The draft EU directive has been stuck on the starting blocks since it was first proposed in 2002, and continuing uncertainty is bad news for business planning.
The EU Council of Ministers first failed to adopt the directive in 2003, and fundamental disagreements have prevented its adoption several times since, most recently at a meeting of EU social ministers.
The UK led a minority group of countries opposed to the wording of the draft directive and there was speculation it would be passed, but then it stalled again.
Ambitiously, the Portuguese presidency had tried to link agreement on the Temporary Agency Workers Directive with agreement on amendments to the Working Time Directive – in particular to changes to the UK’s cherished ‘opt-out’ from the 48-hour working week.
The key issue appears to be possible exemptions from the principle of equal treatment for temporary workers and, in particular, the maximum length of assignments to which any such exemption will apply.

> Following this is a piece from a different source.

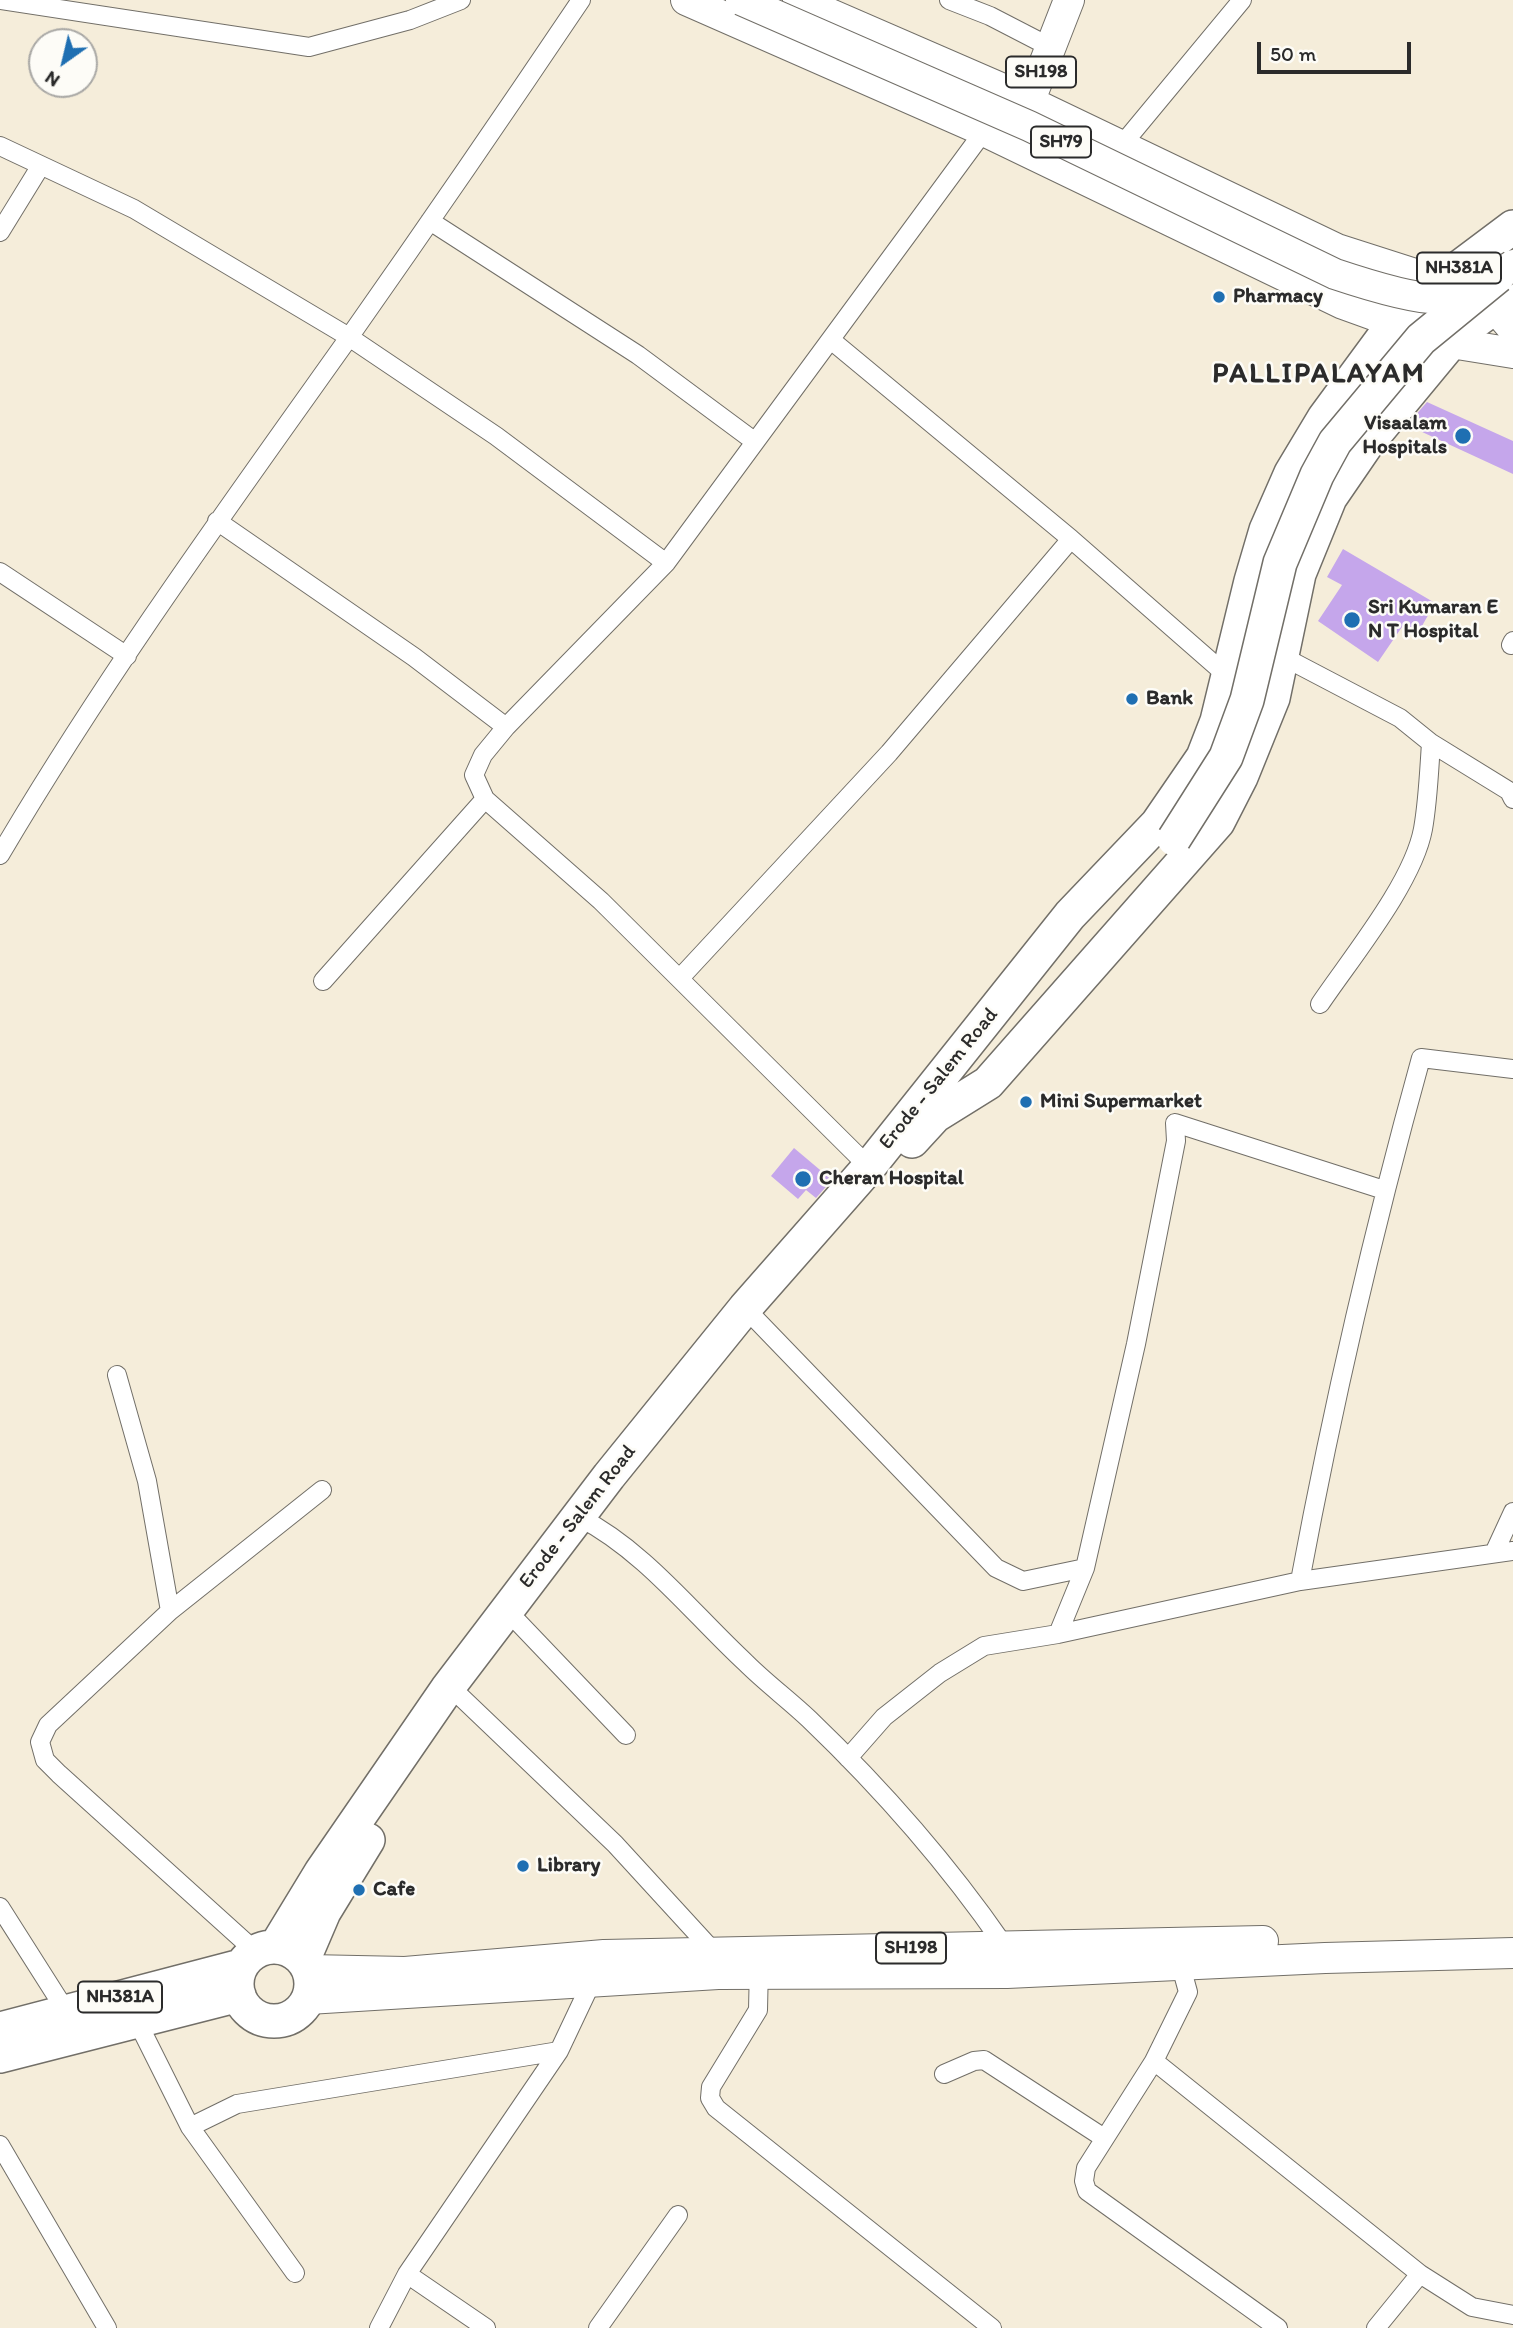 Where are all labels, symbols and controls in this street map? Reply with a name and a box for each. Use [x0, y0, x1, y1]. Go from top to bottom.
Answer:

The directive aims to establish a common legal framework across Europe to regulate the supply of temporary workers by agencies to end-users. This would have a significant impact on the UK labour market, where more than 3% of the workforce is estimated to be engaged temporarily.
If passed in its present form, the directive will give equal rights to agency workers (including maternity rights) and require them to be engaged on the same terms and conditions as permanent workers after a minimum period, which could be from day one. Unsurprisingly, employers argue that it should be at least six months.
UK business competitiveness is often attributed to the flexibility of its workforce. Indeed, our European neighbours sometimes argue it is too flexible, giving us an unfair advantage in the global marketplace over their own economies.
Despite the worthy social justice arguments in favour of passing the directive, any regulation making it more costly to employ agency workers is likely to have a negative economic impact as employers stop using them without replacing them with permanent employees. The CBI estimates that 250,000 jobs would have been in jeopardy had the directive been agreed. Another casualty would have been the agency business sector itself.
The British government looks increasingly like King Canute trying in vain to hold back the tide of agency worker employment rights, which will, inevitably, flood the UK.
So while the UK is currently enjoying a brief reprieve, it seems the writing is on the wall for employers using temporary workers and the agency businesses themselves.
And with France set to take over the EU presidency in July 2008, there is no doubt that the issue of both the temporary agency workers directive and changes to the working time directive will be back on the agenda before long.
Katy Meves, professional support lawyer, Shoosmiths
Action points for employers
Businesses should use this unexpected reprieve to:
- Establish where and how temporary agency workers are used. Does the business use casual temps to cover busy periods, or are they doing higher value work?
- Plan for the worst-case scenario. Calculate costs if agency workers got the same pay and benefits from day one or after only six weeks.
- How would you cover the work required if your organisation stopped using temps? Can potential extra costs be absorbed by savings elsewhere?
- Check whether agencies will pass on sudden cost increases, and how quickly (and at what penalty) can the contract be terminated if necessary.